**Data to examine**

........

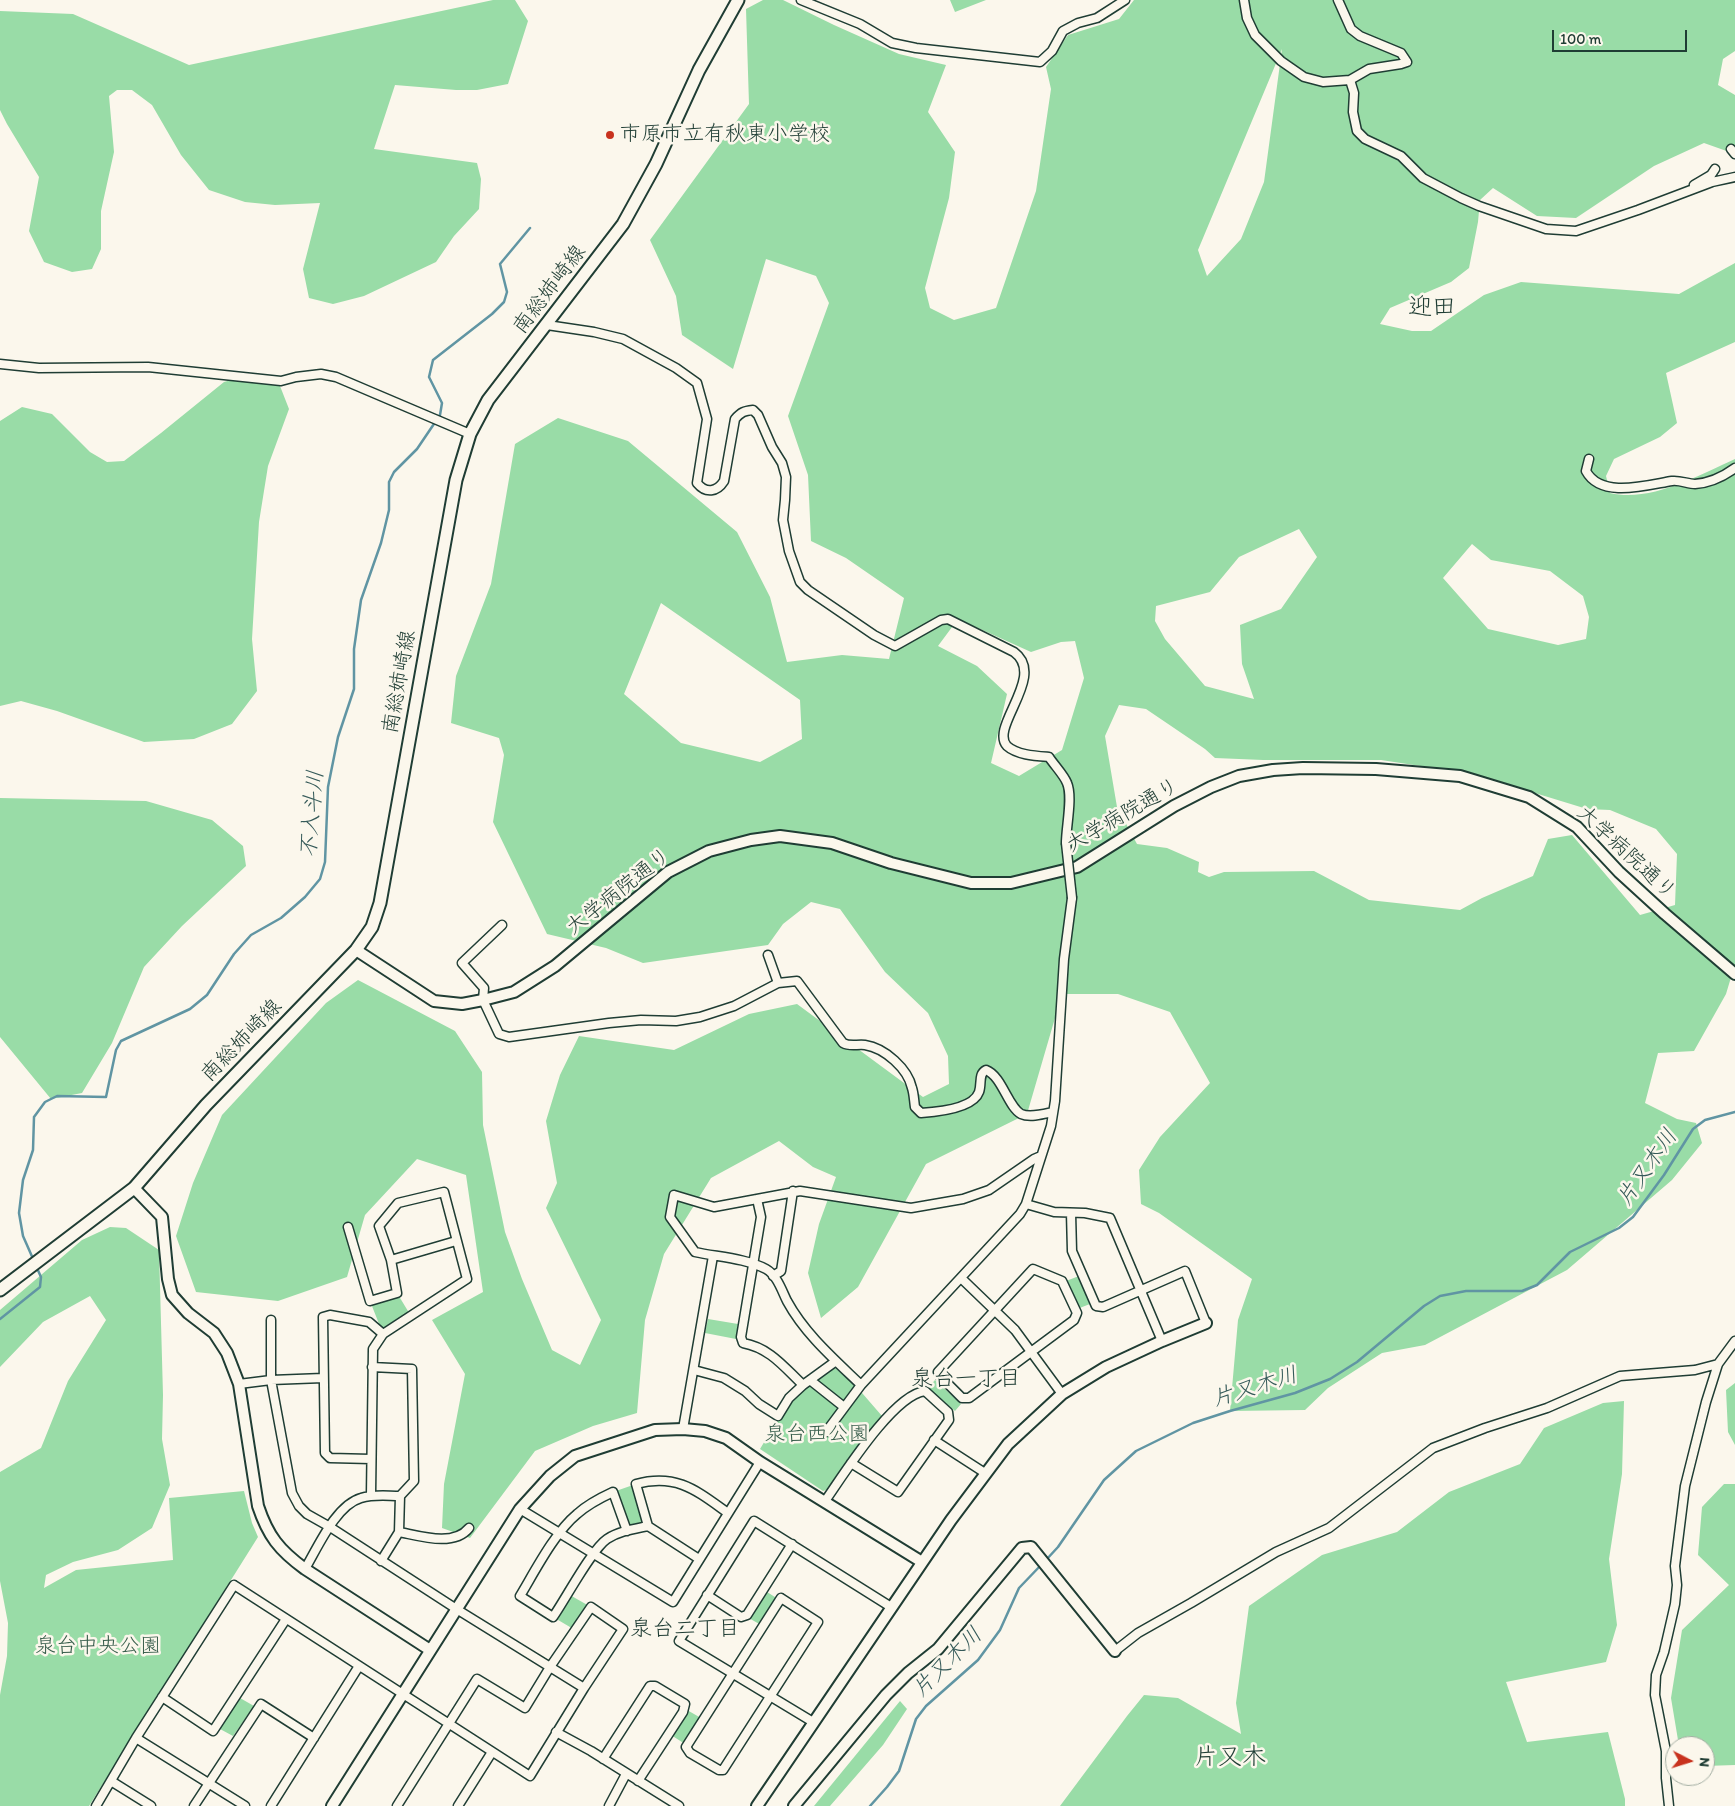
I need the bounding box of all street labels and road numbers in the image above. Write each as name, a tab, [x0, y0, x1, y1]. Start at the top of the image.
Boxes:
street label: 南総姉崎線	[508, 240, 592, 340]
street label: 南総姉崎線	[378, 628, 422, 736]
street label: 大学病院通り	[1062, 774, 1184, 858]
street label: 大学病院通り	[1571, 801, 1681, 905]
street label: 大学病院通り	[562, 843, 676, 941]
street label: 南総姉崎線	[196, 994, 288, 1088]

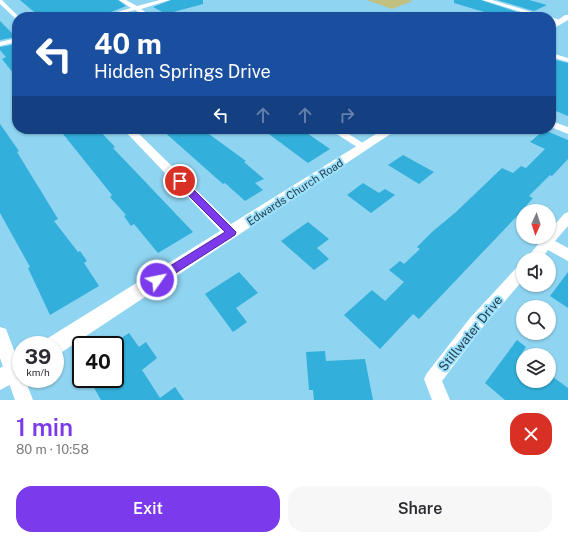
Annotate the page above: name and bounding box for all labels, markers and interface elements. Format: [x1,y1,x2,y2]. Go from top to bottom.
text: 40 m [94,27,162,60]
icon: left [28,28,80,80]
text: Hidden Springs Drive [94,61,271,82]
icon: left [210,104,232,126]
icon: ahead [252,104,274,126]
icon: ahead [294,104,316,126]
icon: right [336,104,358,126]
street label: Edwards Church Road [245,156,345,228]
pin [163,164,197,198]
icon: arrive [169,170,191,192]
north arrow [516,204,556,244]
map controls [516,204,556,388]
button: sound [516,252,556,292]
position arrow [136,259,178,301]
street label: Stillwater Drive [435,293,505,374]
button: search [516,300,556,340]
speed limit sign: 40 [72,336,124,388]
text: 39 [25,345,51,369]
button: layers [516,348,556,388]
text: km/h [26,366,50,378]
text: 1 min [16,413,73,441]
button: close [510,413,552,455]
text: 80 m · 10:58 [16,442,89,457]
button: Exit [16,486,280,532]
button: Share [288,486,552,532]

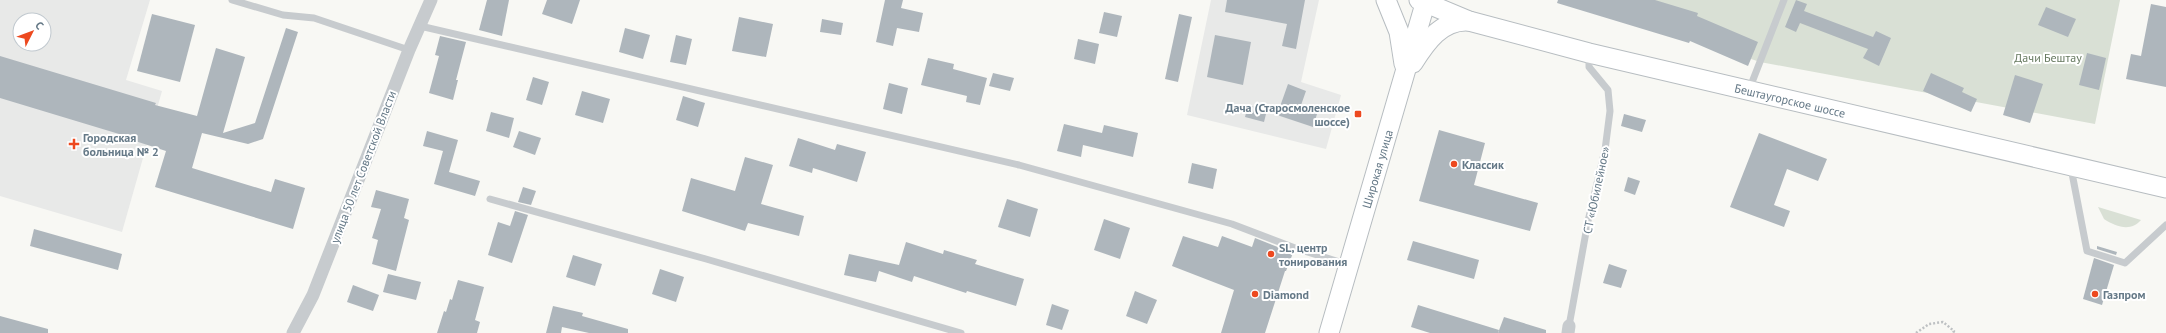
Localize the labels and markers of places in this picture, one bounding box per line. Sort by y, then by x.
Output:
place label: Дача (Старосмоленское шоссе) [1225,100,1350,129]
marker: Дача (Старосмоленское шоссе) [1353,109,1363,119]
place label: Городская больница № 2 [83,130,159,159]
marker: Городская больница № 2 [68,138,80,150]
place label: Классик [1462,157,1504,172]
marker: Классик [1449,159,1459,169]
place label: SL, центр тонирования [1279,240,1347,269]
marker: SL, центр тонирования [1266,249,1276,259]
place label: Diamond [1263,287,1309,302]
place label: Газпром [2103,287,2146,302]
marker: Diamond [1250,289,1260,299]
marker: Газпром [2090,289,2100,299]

........

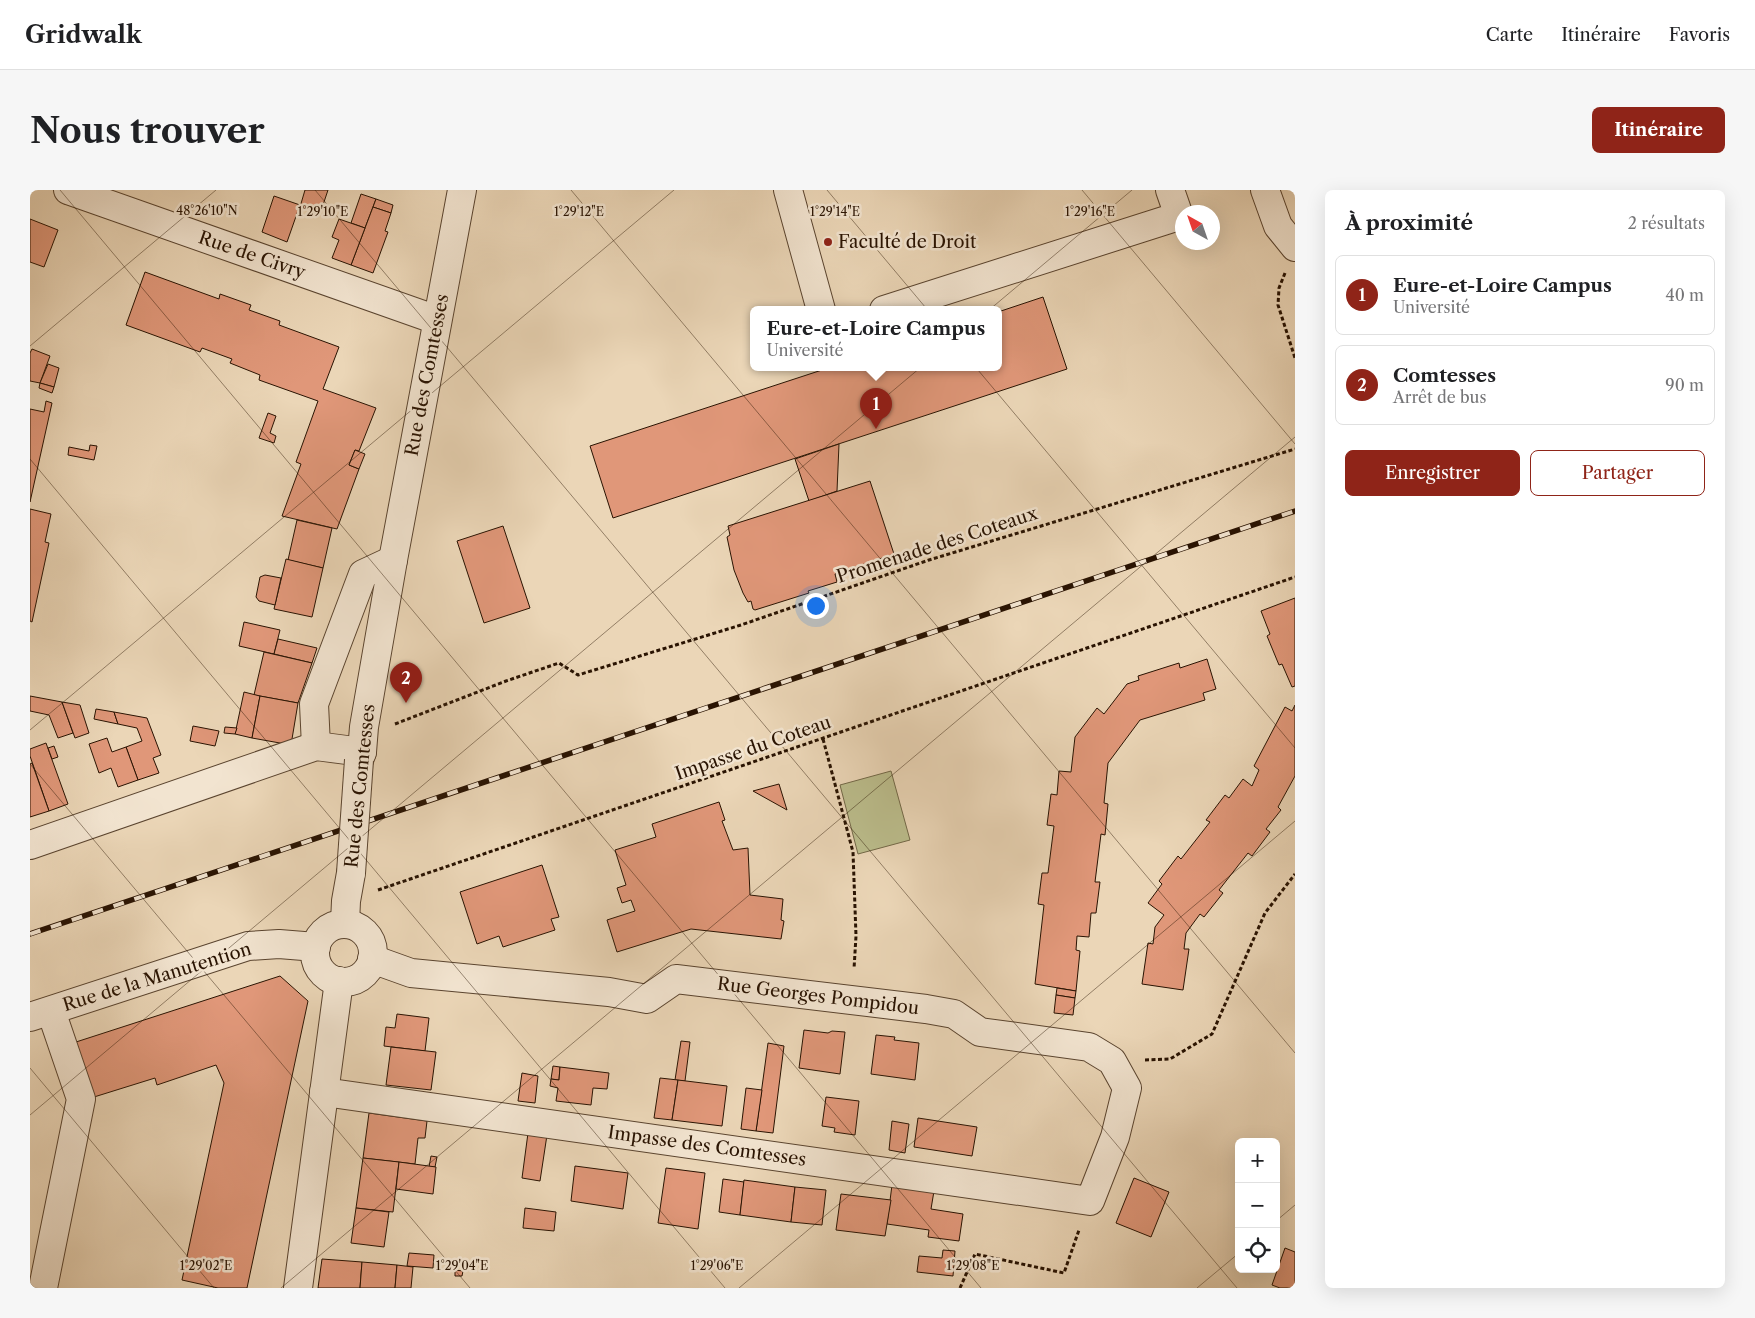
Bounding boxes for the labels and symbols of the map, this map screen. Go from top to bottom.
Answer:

........

**Assigned task**
Each line in the data that holds the string "this" must be returned.

**Response box**
Localize the labels and markers of places in this picture, one bounding box per line. Sort by y, then by x.
Bounding boxes for the labels and symbols of the map, this map screen. Go from top to bottom.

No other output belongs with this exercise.